Expecting to be the first one back, I was surprised to be greeted by my dad.  Apparently, about 4 hours into the ride, his GPS showed his next location to be in the middle of the ocean.  None of his other locations would show up right.  So he mapped it home with a dead GPS and waited for the rest of us.  Now I get to learn about the scoring process.  Its pretty cut and dry, and there are NO gimmies.  If it says write some thing down, it better be written down.  If it says get a receipt, you better have the receipt.  If it says bring it to the table for scoring... you cannot get up to go get it if you forgot it in the saddle bag.  Once you are in the chair in front of the Rally Bastard... you are there till the end.  I lost a good amount of points for forgetting stuff on my score sheet.  The worst was not writing down the points for the gas receipts to 2 states.  I had the receipts at the scoring table... but since I didn't write it down...XXXX. NO points.  And after driving that far out of the way to get it.  But this is how you learn.  I was tired, but still thinking this was a lot of fun.  The most fun I'd had in a while.  We watched the rest of the riders trickle in, most within the last 20 mins of the 12 hr window.  One guy cut it close so he was flying down the dirt road, hit the grass drive way to the area, and dumped the bike.  He was fine, the bike was fine as far as we could tell, and was listed as a few mins early.  One was about 5 mins late after driving the last 200 miles home around 90mph.  He got a ticket 15 mins from the end.  Late penalty, lost the no-ticket bonus, and has to pay the ticket.  Ouch!  But everyone made it back... no accidents, 1 ticket, no mechanical failures.... oh wait.  Dad decided to load the bikes up on the trailer before it got too late and too much beer was downed.  He hit the starter on the Vic, it cranked right up.... but the starter didn't turn off.
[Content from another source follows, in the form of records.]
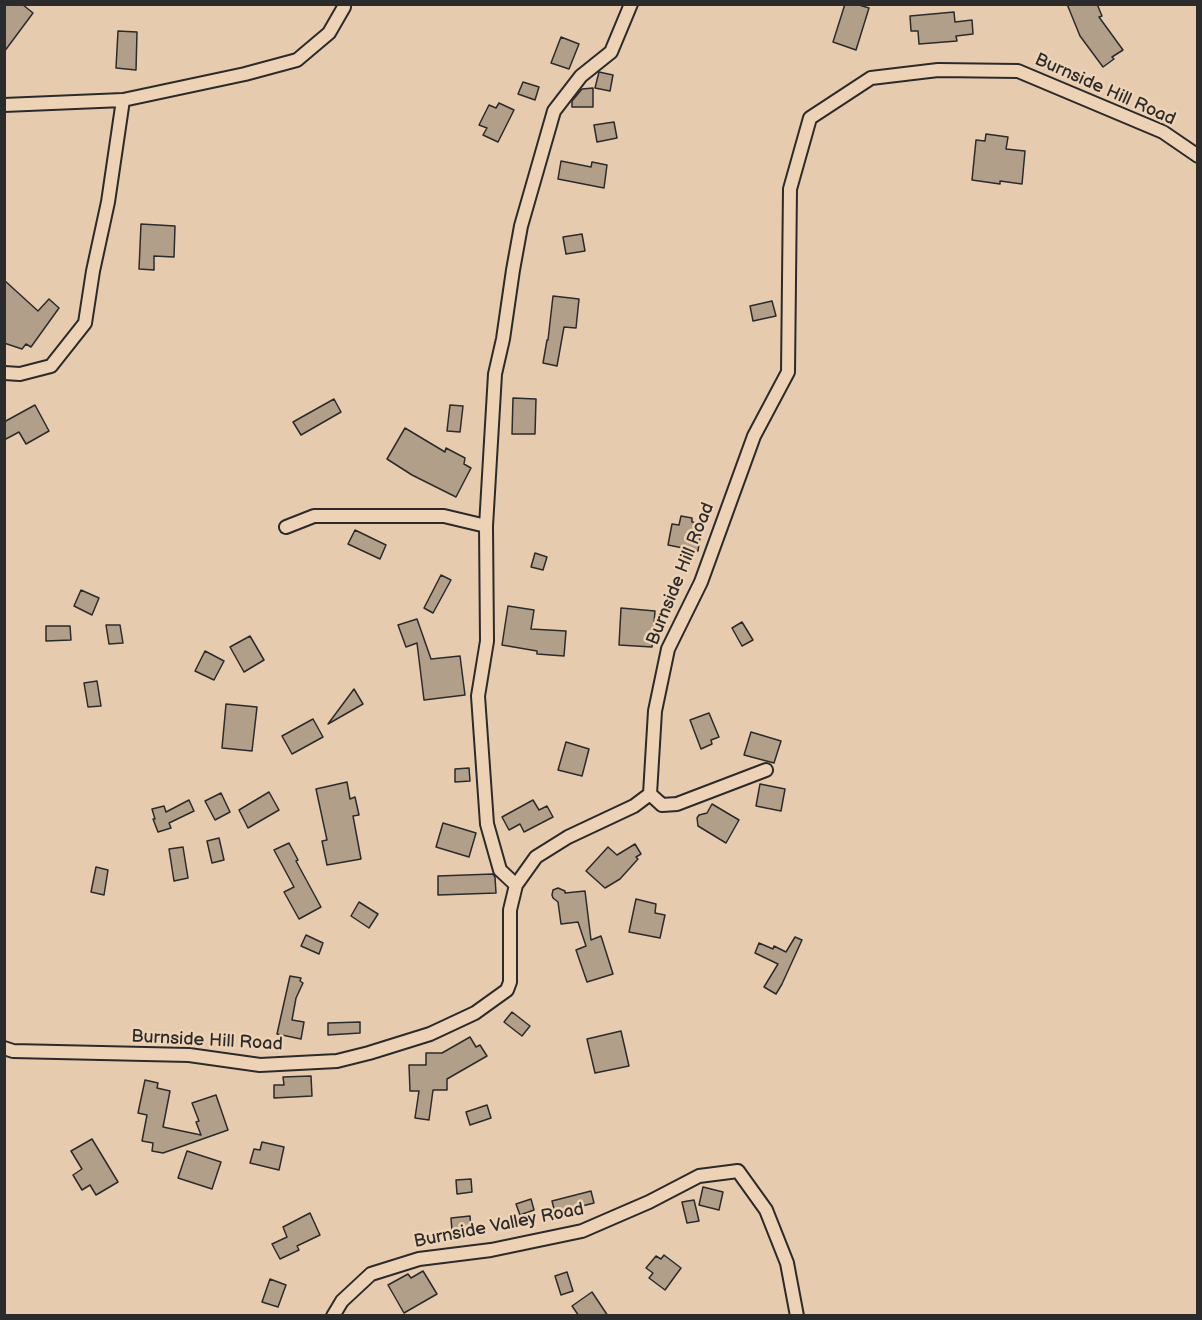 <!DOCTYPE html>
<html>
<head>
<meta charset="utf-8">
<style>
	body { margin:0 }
	#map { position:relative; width:1202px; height:1320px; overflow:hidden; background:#e6cbaf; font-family:"Balsamiq Sans",sans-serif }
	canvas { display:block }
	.frame { position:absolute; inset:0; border:6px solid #2b2b2b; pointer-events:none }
</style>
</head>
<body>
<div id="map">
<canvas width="1202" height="1320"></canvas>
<div class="frame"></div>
</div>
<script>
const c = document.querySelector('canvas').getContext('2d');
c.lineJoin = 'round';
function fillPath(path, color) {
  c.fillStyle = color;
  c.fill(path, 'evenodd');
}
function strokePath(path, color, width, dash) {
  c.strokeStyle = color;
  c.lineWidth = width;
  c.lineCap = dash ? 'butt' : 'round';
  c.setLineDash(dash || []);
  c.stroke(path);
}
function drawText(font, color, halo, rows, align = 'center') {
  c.font = font + ' "Balsamiq Sans",sans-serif';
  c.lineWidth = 5;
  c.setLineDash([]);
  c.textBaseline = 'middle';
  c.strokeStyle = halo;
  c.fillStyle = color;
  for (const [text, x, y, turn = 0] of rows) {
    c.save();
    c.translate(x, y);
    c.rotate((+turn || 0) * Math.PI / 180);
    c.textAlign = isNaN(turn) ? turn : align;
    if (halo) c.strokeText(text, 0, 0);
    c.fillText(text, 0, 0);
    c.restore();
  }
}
const building = new Path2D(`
	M4,4H22L33,13L4,52Z
	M845,4H856L869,8L856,50L833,42Z
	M1067,4H1097L1102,16L1099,17L1123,50L1112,57L1114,59L1103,67L1080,36Z
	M954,12L955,22L972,20L973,34L956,36L957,41L919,44L918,31H911L910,16Z
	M118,31L137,32L136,70L116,68Z
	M561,37L579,44L569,69L551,63Z
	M599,72L613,75L610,91L595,88Z
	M523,82L539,87L535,100L518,94Z
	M593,88V107H572V101L582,89Z
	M499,103L514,110L498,142L483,135L487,128L479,125L489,105L496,108Z
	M614,122L617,138L597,142L594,125Z
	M986,134L1008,137L1006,149L1025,151L1022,184L1000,181V184L972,180L976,140L985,141Z
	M561,161L591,167L592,162L607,165L604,188L558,179Z
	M141,224L175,226L174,257L154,256V270L139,269Z
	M582,234L585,251L566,254L563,237Z
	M4,280L38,311L49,299L59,308L31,347L26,344L22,349L4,343Z
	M553,296L579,299L576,328L564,327L557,366L543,363L547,340H548Z
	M772,301L776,316L753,321L750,306Z
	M513,398L536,399L535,434H512Z
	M334,399L341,412L301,435L293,422Z
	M35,405L49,431L26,444L19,432L4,440V422Z
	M450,405L463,406L460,432L447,431Z
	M405,428L445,452L446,448L465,458L464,464L471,468L456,497L412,475L387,459Z
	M681,516L692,518V522L702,524L698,551L668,545L672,524L679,525Z
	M355,530L386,545L380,559L348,544Z
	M535,553L547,557L543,570L531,567Z
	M441,575L451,580L433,613L424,608Z
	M81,590L99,598L92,615L74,606Z
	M508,606L534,610L531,629L566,631L564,656L537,654V651L502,645Z
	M621,608L655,611L652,647L619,645Z
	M417,619L431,659L460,656L465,695L424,700L417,643L406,647L398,625Z
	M742,622L753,640L742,646L732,628Z
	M106,625H120L123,643L109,644Z
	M46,626H70L71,640L46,641Z
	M250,636L264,660L244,672L230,647Z
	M205,651L224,661L214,680L195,671Z
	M97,681L101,706L88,707L84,683Z
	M354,689L363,704L328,724Z
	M226,704L257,707L252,751L222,748Z
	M709,713L719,737L711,740L712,744L701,749L690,720Z
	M313,719L323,737L292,754L282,736Z
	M751,732L781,741L774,763L744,755Z
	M566,742L589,749L582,776L558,770Z
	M469,768L470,781L455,782V769Z
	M347,782L350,799L355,797L359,815L353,816L361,859L327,865L322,841L327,840L316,789Z
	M760,784L785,789L781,811L756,806Z
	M269,792L279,810L248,828L239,810Z
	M221,793L230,812L215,820L205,801Z
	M189,800L194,811L169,823L171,828L158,832L153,819H155L152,809L164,806L166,812Z
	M533,800L539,810L547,806L553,817L524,832L520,824L509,830L502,817Z
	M712,804L739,820L726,843L698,826L697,818L699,815L707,813Z
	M443,823L476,833L469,857L436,847Z
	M219,838L224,860L212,863L207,841Z
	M289,843L298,860L296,861L321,907L299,919L284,892L294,887L274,850Z
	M635,844L641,854L636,857L638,859L620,879L605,888L586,871L608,847L617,855Z
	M183,847L188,878L174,881L169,849Z
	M96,867L108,870L104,895L91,892Z
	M493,874L495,877L496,893L438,895V876Z
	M558,888L565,891V893L585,891L591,940L601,936L613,974L587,982L576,950L586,946L578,922L561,924L558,902L553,898L552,895L553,890Z
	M636,899L656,904L655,913L665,915L660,938L629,932Z
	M359,902L378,914L369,928L351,916Z
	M306,935L323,943L319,954L301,946Z
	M795,937L802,940L782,984L776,994L764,987L778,964L755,953L759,943L773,949L774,946L786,952Z
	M290,976L301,978L300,981L303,983L296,998L292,1020L304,1022L301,1039L277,1034Z
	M512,1012L530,1026L522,1036L504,1022Z
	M360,1022V1033L328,1035V1023Z
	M621,1031L629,1066L595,1073L587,1039Z
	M470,1037L476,1047L480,1045L487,1056L447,1079V1090H433L429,1120L415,1118L419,1091H410L409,1065H426V1053H442Z
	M311,1076L312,1096L274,1098V1085H284L283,1077Z
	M145,1080L158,1083L157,1088L170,1091L163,1127L201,1135L196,1122L199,1121L192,1103L216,1095L228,1130L163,1153L152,1151L153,1143L142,1141L147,1115L138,1113Z
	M487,1105L491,1118L470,1125L466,1112Z
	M92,1139L118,1182L96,1195L90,1185L82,1190L73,1175L82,1169L71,1151Z
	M262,1142L284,1147L279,1170L250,1163L254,1149L260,1150Z
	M187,1151L221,1162L212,1189L178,1178Z
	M471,1179L472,1192L457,1194L456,1180Z
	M703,1187L723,1192L719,1210L699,1205Z
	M591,1191L594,1203L555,1213L552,1201Z
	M531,1199L534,1210L520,1215L516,1204Z
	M694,1200L699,1221L687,1223L682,1202Z
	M310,1213L320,1235L297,1246L299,1250L280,1259L272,1244L287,1237L283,1227Z
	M470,1216L471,1230L452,1231L451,1218Z
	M664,1255L681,1268L665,1290L649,1278L653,1273L646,1268L656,1256L661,1259Z
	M423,1271L437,1294L404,1313L388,1285L408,1274L411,1278Z
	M567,1272L573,1291L561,1295L555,1276Z
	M270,1279L286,1285L278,1307L262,1302Z
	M592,1292L608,1316H579L572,1306Z`);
const minor = new Path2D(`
	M4,105L123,100L245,74L297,60L329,33L344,7V4
	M4,373L20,374L51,366L85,323L93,271L108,202L123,100
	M286,527L314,516H444L486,526
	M650,794L662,805L677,804L766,770
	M516,885L500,870L487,824L478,696L487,641L486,526L495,374L503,339L513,270L521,226L554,111L581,76L611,52L631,4
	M4,1048L13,1051L189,1055L260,1065L337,1061L369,1053L430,1034L475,1013L507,990L510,982V910L516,885L536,857L568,837L634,806L650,794L655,711L668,649L701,582L754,436L788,372L790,189L810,118L871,78L938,70L1018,71L1163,132L1198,156
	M333,1316L342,1301L371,1274L419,1259L491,1250L582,1231L649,1202L699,1176L738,1171L766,1210L787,1263L797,1316`);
const streetNames = [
	["Burnside Hill Road",1105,90,24],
	["Burnside Hill Road",681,574,-68],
	["Burnside Hill Road",207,1041,3],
	["Burnside Valley Road",499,1226,-11]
];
fillPath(building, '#b29f8a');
strokePath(building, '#2b2b2b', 1.5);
strokePath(minor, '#2b2b2b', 16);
strokePath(minor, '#eed2b5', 12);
drawText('18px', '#2b2b2b', '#eed2b5', streetNames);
</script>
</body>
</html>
He immediately drove it to the trailer, starter whirling away, and turned it off.  Starter motor still running.  He pulled the seat, and disconnected the battery... finally the stater motor turned off.  Ok, one mechanical failure.  I'm soooo glad it didn't do that while I was 200 miles from home!  But all in all it was a good day.  Ate some dinner, they added up the points for everyone, and I met my goal.  I did not finish last!  I actually ended up in 6th place!  Not too bad for my first attempt.  On a borrowed bike.  With no real GPS.   I was happy.  I was hooked.


  1. OK. Scared as hell. Never done a rally and this will be my first one. I am going to try and find some stuff to read to figure out how this all works. I will be 3 days shy of 64 when I do this ride

  2. If this one scared you, don't read the next 2!! Ed's rallies are a lot of fun. You can make it hard like I did on the 2012 rally, or go out and have a good time. If its your first rally, make if a fun learning experience. Noone will be short of advice so ask lots of questions.